Thursday, January 10, 2008

Diversity incarnate

Japan, home of shintoism, Mt Fuji, raw fish, big eye'd cartoons, weird video games, radioactive dinosaurs, and affordable electronics...oh yea, and Japanese people.

But is that all there is to the land of the rising sun?


There's also this guy...

I'm half Japanese.  Which half? Well, I have a funny looking toe, but I'm pretty sure I get that from my dad, so I am Japanese on my mother's side.  Her toes are normal.

Japan is diversified by many of the usual criteria; economics, politics, and...prefecture?
There are a billion-zillion sub-cultures in Japan, sometimes called 'speed tribes'...whatever.
The obvious ones are made up of people obsessed with games, anime, music, food, sex, and fashion. 
But the more interesting ones are the breakdancing rockabillies or the bowling cowboys.
Now that's cool.
Less than 1% of Japanese are Christian.  Here are some Japanese Missionary blogs.
pretty interesting. 

The Japanese have a great sense of humor.  
They don't trash talk people as much as Americans.
I'm not trying to bash American,  but just hanging around campus, clubs, or watching comedians it seems like most humor here is based on mockery or sarcasm.  Maybe that's why I like Jackass. Instead of social/emotional abuse it's physical.

Japan facts
  • It's rude to blow your nose in public
  • Japan is made up of over 3000 islands
  • The density in some parts of Japan is over 2000 people per square kilometer
  • The "clothing" worn by sumo wrestlers is known as a mawashi
  • There are over 1.2 million single mother households in Japan
  • Japan is in one of the most earthquake-active areas of the world
  • There are over 100 active volcanos in Japan
  • Less than 13% of the land is suitable for farming
  • Over 80% of Japanese claim no personal religion, although most follow some religious rituals

  • The Japanese have awesome music.

    I'm American, it is my national and cultural identity and I love it.  I've been to several countries and America is where I want to live.  I think it's the best country in the world.  Although I am only half Japanese I really cherish those cultural roots and have worked to explore this part of my ethnic identity.  

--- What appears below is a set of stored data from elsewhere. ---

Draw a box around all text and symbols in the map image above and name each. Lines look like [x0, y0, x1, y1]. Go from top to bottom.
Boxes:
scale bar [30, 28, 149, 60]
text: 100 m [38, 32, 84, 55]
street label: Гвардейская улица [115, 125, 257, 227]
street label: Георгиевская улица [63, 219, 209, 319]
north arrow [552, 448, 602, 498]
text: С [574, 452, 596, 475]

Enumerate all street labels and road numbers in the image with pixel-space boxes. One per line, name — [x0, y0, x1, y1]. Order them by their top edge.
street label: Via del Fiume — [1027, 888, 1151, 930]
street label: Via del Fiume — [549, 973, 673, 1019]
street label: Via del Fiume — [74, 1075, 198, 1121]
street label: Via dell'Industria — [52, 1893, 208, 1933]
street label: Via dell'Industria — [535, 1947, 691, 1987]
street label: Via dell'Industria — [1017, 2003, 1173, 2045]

    Why does this matter to me?  In Japan there are Japanese people, there is Japanese culture. In Japan, it is not very significant to be Japanese, the emphasis is on what you do for a living, who your family is, or maybe what you can do.  But for someone to be Japanese (or whatever) in is significant.  It makes a difference in how you experience life, especially if you grew up in Ballwin Missouri in the early 70's (in Missouri no one can hear you scream).

    On my father's side...there are people from England, Denmark, Germany, Whales...and who knows what else.  So there's not much of a defined ethnic heritage explore.  My grandparents made a little family history DVD.  It was pretty cool.  They showed some really old photos and narrated with some interesting stories about how the Bowhay family immigrated to the states and made their way across the country.  In our childhood pictures, my brother and I stick out like yellow thumbs.  Sometimes I wonder if my Grandfather, who did not hide his prejudice of Mexicans, Native Americans, and African Americans, ever had negative thoughts about us.  I'd like to think that everything was fine.  It's weird sometimes how racism can be compartmentalized.  I remember on one special occasion both my mother's and my father's family were gathered together in St. Louis.  My brother leaned over and told me that there were two World War II veterans at the table that both fought in the South Pacific but on different sides.  I'm still amazed at that, only in America.

    ANYWAY, I'm as American as mexican pizza.  I love being a Japanese-America and I love America's diversity and I love that I am diverse in who I am.  But, I'd really love to see my not-very-diverse fellow christians take an interest in the amazing Japanese people.